The news this week focused on central bank activity, with the Federal Reverse (Fed) and the Bank of England (BoE) deciding to keep rates on hold. Looking back at the whole hiking cycle, both central banks have now delivered rate increases in a relatively short timeframe to bring their respective rates to over 5%.
In the face of sticky inflation, central banks launched the most aggressive monetary policy tightening cycle in decades. Following a decade where central bankers struggled to raise rates at all, it shows a radical shift. Crucially, history shows that the full force of policy tightening takes some time to feed through. It therefore makes sense central banks want to see the effects of their so-called medicine.

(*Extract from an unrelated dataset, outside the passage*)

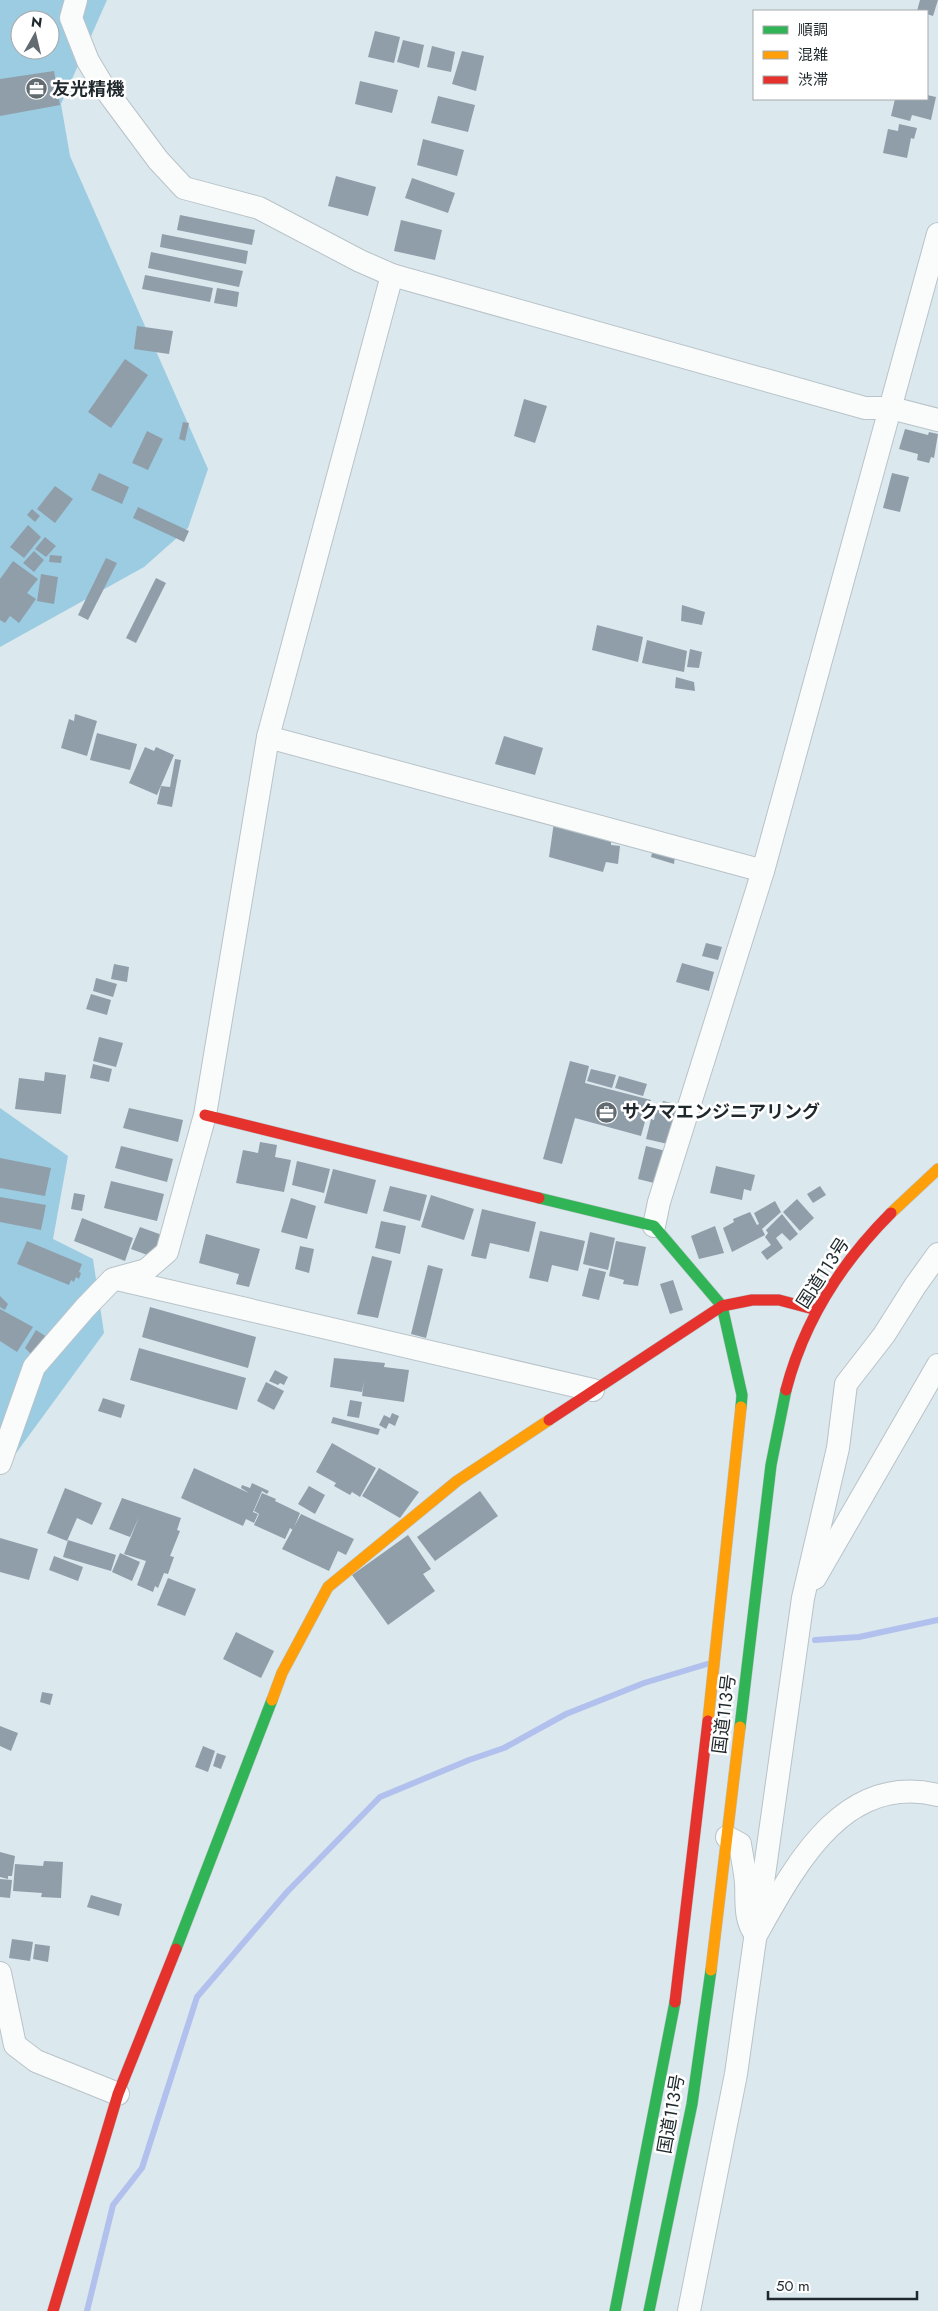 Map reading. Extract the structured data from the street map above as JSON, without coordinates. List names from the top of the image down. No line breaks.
{"streets":{"main road":["国道113号"]},"places":{"office":["友光精機","サクマエンジニアリング"]},"legend":["順調","混雑","渋滞"],"scale_bar":"50 m","north":"top"}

It has been a long journey for the Fed and BoE to get to this point. However, the journey and the future for both are very different.

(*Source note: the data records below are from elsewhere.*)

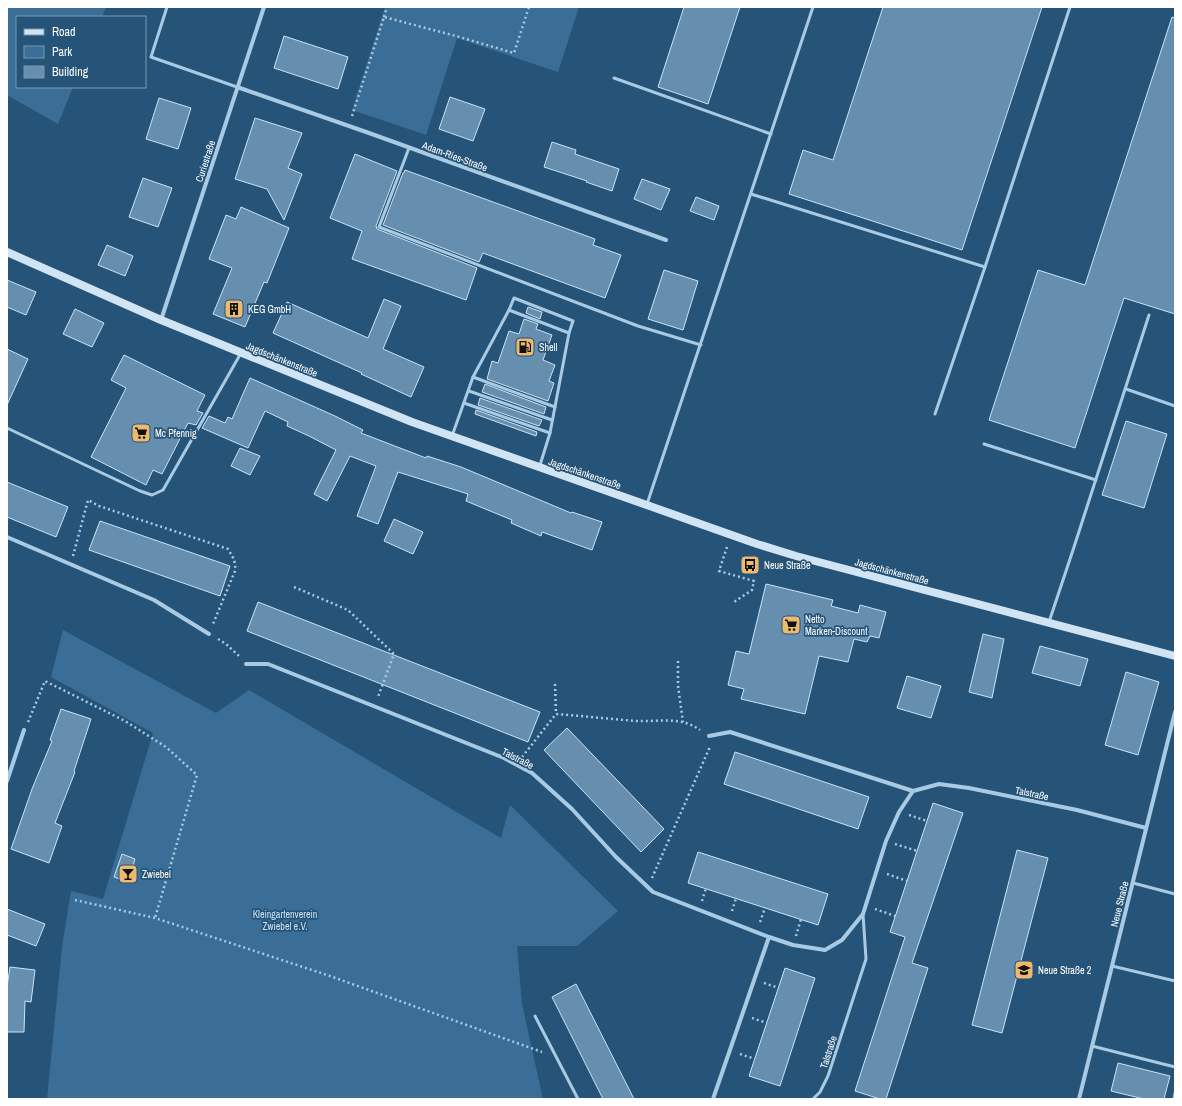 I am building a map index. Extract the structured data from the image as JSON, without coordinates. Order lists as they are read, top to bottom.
{
  "streets": {
    "main road": ["Jagdschänkenstraße"],
    "street": [
      "Adam-Ries-Straße",
      "Curiestraße",
      "Talstraße",
      "Neue Straße"
    ]
  },
  "crossings": [
    ["Adam-Ries-Straße", "Curiestraße"],
    ["Curiestraße", "Jagdschänkenstraße"],
    ["Talstraße", "Neue Straße"]
  ],
  "parks": ["Kleingartenverein Zwiebel e.V."],
  "places": {
    "building": ["KEG GmbH"],
    "fuel station": ["Shell"],
    "supermarket": ["Mc Pfennig", "Netto Marken-Discount"],
    "bus stop": ["Neue Straße"],
    "bar": ["Zwiebel"],
    "school or university": ["Neue Straße 2"]
  },
  "legend": ["Road", "Park", "Building"]
} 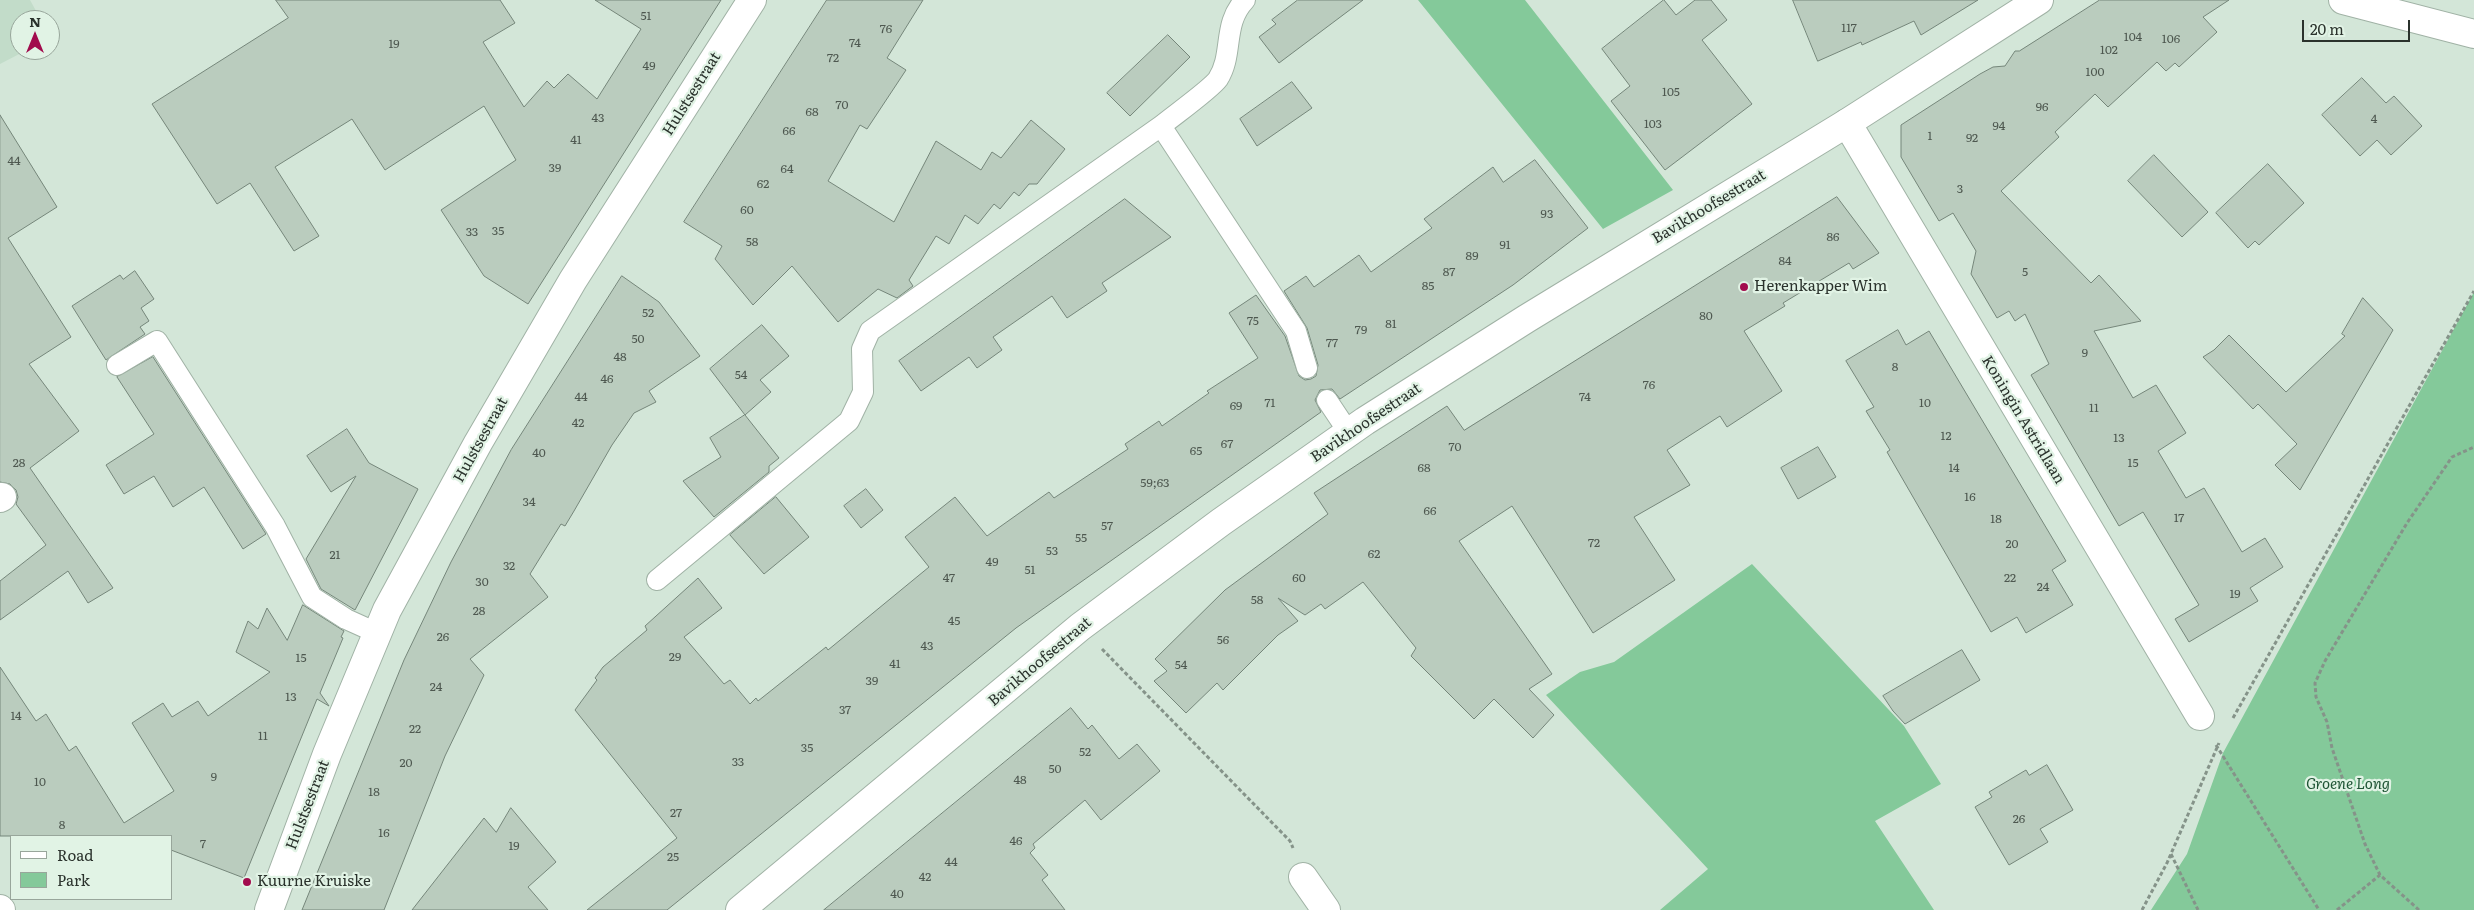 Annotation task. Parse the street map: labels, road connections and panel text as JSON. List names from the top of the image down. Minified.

The Fed previously paused, or skipped, in June but used that opportunity to telegraph an anticipated rate hike again in July. US data remained strong over the summer, leading the Fed to raise rates to 5.5%. Most expected the Fed to hold rates again this week, although investors keenly dissected it for further clues on future policy. This included whether the meeting would mark another ‘skip’ and how long the Fed intended to keep rates elevated. The Summary of Economic Projections (SEP), showed a slight majority pencilling in further rate increases later this year, but more meaningful is the expected future path of interest rates. Fed members now expect much fewer rate cuts next year, implying policy rates remaining above 5% throughout 2024. This provided the clearest signal yet that rates will stay higher for longer, and was supported by downward revisions to the unemployment rate. Furthermore, growth was revised upward while inflation projections moved a touch lower. In the press conference, Chair Powell downplayed these forecasts and emphasised data dependency.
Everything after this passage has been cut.